Work instruction
Everything from the line that contains "Parse this map: labels, road" through the last line of the listing must be copied exactly, with both of those lines included and no others.

Record excerpts
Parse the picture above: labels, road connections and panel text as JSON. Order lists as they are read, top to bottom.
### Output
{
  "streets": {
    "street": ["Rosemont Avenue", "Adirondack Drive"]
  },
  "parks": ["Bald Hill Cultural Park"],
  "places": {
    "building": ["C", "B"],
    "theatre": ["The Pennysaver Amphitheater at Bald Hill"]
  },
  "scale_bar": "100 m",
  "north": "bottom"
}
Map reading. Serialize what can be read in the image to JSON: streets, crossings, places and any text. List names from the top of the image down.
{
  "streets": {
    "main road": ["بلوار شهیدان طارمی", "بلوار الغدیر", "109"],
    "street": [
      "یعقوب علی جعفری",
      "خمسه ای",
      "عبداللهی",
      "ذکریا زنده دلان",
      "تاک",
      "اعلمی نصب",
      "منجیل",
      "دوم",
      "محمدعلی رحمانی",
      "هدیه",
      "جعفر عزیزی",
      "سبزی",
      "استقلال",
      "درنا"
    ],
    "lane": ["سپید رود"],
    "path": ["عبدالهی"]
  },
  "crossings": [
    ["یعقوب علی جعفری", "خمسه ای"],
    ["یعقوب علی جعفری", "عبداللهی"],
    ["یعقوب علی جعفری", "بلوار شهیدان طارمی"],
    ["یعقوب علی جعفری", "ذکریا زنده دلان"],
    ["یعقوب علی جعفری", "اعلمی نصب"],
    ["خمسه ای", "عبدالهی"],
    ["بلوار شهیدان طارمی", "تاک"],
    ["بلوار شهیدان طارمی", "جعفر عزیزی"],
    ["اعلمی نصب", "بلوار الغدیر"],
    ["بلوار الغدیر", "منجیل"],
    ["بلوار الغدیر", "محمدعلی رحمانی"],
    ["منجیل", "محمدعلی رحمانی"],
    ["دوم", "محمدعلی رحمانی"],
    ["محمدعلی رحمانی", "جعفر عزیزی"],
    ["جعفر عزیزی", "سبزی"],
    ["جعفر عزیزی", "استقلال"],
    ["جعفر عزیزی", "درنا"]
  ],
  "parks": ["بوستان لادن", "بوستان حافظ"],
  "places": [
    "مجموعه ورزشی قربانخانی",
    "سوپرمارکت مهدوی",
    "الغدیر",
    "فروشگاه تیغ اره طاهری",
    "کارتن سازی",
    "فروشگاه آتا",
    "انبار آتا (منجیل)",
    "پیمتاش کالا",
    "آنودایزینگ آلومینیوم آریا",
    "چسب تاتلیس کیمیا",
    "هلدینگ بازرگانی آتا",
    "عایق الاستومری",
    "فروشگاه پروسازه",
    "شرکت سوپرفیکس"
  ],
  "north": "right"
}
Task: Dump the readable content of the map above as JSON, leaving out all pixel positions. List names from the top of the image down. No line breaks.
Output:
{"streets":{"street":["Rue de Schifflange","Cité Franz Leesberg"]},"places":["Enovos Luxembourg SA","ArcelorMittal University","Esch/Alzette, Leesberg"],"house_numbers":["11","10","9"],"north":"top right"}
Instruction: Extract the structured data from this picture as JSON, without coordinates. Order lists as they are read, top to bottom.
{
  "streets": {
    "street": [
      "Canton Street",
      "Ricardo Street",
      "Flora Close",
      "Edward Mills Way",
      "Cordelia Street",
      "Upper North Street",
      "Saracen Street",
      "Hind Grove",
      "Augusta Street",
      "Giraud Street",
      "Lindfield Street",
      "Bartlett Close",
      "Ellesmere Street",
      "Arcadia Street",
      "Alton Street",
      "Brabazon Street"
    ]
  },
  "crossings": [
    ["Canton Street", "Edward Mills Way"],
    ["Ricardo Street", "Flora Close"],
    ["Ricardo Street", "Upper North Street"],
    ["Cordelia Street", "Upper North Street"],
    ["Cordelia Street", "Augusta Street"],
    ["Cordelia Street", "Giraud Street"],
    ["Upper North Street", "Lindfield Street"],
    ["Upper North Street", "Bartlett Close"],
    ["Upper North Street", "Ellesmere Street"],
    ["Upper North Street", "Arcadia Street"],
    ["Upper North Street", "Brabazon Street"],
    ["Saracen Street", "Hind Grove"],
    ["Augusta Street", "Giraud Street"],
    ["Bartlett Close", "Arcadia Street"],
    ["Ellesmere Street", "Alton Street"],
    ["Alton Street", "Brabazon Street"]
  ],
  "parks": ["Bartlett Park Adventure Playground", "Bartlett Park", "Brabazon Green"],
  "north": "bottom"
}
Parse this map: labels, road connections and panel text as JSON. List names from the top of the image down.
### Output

Response
Parse this map: labels, road connections and panel text as JSON. List names from the top of the image down.
### Output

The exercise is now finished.